SWCSP (2019) was their own coordinated feasibility study specifically developing CSP-driven desalination technology for sustainable freshwater production.
SOLAR WATER PLC
UK SME applying Concentrating Solar Power to seawater desalination and contributing to smart, climate-resilient water economy projects across Europe.
Their core work
Solar Water PLC is a London-based technology SME working at the intersection of solar energy and freshwater production. Their core technology applies Concentrating Solar Power (CSP) to seawater desalination, aiming to make freshwater generation both renewable and scalable in water-scarce regions. Beyond their own technology development, they have since joined a major EU innovation consortium (REWAISE) focused on smart water economy principles — bringing their applied technology perspective to questions of water governance, climate resilience, and energy recovery in urban water systems. They are a small, commercially-oriented company that bridges clean energy and water infrastructure.
What they specialise in
As a participant in REWAISE (2020-2026), they contribute to a broad innovation action covering smart water economy, climate change resilience, and energy recovery in water infrastructure.

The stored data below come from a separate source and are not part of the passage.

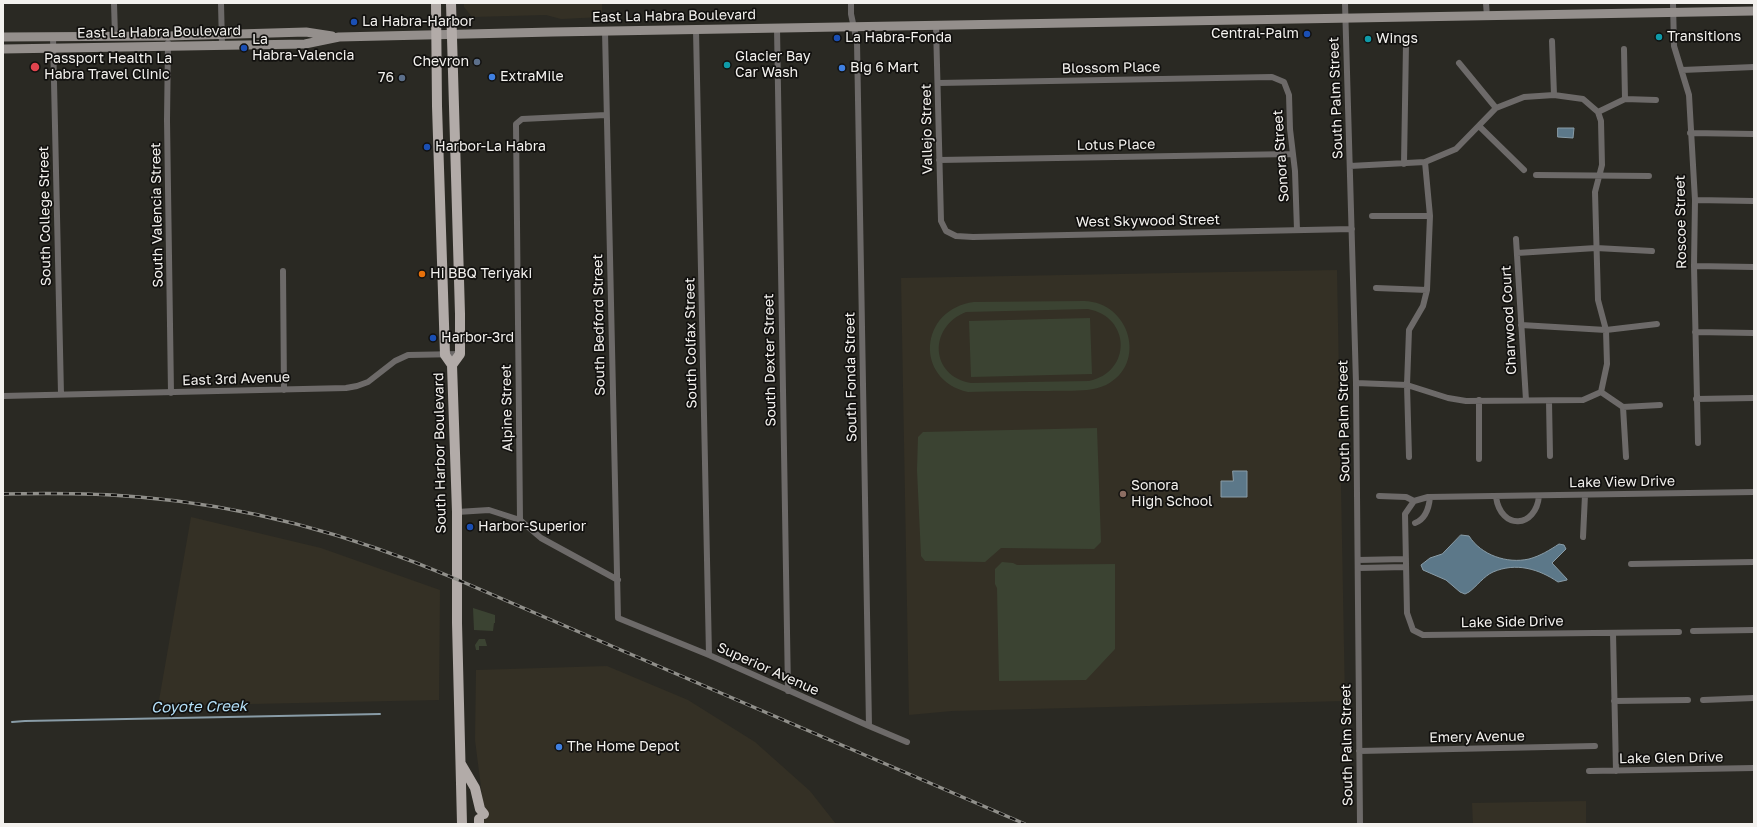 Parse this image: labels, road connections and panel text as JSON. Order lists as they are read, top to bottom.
{
  "streets": {
    "main road": ["East La Habra Boulevard", "South Harbor Boulevard"],
    "street": [
      "Blossom Place",
      "South Palm Street",
      "Vallejo Street",
      "Lotus Place",
      "Sonora Street",
      "South Valencia Street",
      "South College Street",
      "West Skywood Street",
      "Roscoe Street",
      "Charwood Court",
      "South Bedford Street",
      "South Colfax Street",
      "South Dexter Street",
      "South Fonda Street",
      "East 3rd Avenue",
      "Alpine Street",
      "Lake View Drive",
      "Lake Side Drive",
      "Superior Avenue",
      "Emery Avenue",
      "Lake Glen Drive"
    ]
  },
  "crossings": [
    ["East La Habra Boulevard", "South Palm Street"],
    ["East La Habra Boulevard", "Vallejo Street"],
    ["East La Habra Boulevard", "South Valencia Street"],
    ["East La Habra Boulevard", "South College Street"],
    ["East La Habra Boulevard", "Roscoe Street"],
    ["East La Habra Boulevard", "South Bedford Street"],
    ["East La Habra Boulevard", "South Colfax Street"],
    ["East La Habra Boulevard", "South Dexter Street"],
    ["East La Habra Boulevard", "South Fonda Street"],
    ["Blossom Place", "Vallejo Street"],
    ["Blossom Place", "Sonora Street"],
    ["South Palm Street", "West Skywood Street"],
    ["South Palm Street", "Emery Avenue"],
    ["Vallejo Street", "Lotus Place"],
    ["Vallejo Street", "West Skywood Street"],
    ["Lotus Place", "Sonora Street"],
    ["Sonora Street", "West Skywood Street"],
    ["South Valencia Street", "East 3rd Avenue"],
    ["South College Street", "East 3rd Avenue"],
    ["South Bedford Street", "Alpine Street"],
    ["South Bedford Street", "Superior Avenue"],
    ["South Colfax Street", "Superior Avenue"],
    ["South Dexter Street", "Superior Avenue"],
    ["South Fonda Street", "Superior Avenue"],
    ["East 3rd Avenue", "South Harbor Boulevard"]
  ],
  "water": ["Coyote Creek"],
  "places": [
    "La Habra-Harbor",
    "Central-Palm",
    "Transitions",
    "La Habra-Fonda",
    "Wings",
    "La Habra-Valencia",
    "Chevron",
    "Glacier Bay Car Wash",
    "Passport Health La Habra Travel Clinic",
    "Big 6 Mart",
    "ExtraMile",
    "76",
    "Harbor-La Habra",
    "Hi BBQ Teriyaki",
    "Harbor-3rd",
    "Sonora High School",
    "Harbor-Superior",
    "The Home Depot"
  ]
}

REWAISE keywords explicitly include governance and climate change, indicating Solar Water PLC operates in policy-adjacent water management work beyond pure technology.

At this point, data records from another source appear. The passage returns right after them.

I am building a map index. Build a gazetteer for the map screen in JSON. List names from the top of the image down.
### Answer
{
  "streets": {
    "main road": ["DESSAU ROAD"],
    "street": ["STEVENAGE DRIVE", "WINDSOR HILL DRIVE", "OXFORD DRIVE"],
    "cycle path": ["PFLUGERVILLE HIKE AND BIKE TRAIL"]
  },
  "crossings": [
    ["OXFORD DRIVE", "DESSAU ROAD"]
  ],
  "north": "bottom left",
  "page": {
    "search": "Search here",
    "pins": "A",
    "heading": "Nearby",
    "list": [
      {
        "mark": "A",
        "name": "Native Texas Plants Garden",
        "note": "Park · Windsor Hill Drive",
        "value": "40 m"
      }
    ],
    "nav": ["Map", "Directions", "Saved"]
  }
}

How they've shifted over time
Solar Water PLC entered H2020 in 2019 with a tightly scoped technology proposition: using Concentrating Solar Power to desalinate seawater, a specific hardware-oriented solution to water scarcity. Their first project (SWCSP) carried no broader keywords, consistent with a focused SME Phase 1 feasibility exploring a single technology. By 2020 they had joined REWAISE — a large, long-running Innovation Action where the language shifts entirely to systems thinking: smart economy, governance, resilience, energy recovery. This suggests the company is broadening from technology developer to ecosystem participant, embedding their desalination expertise within a wider water management and sustainability agenda.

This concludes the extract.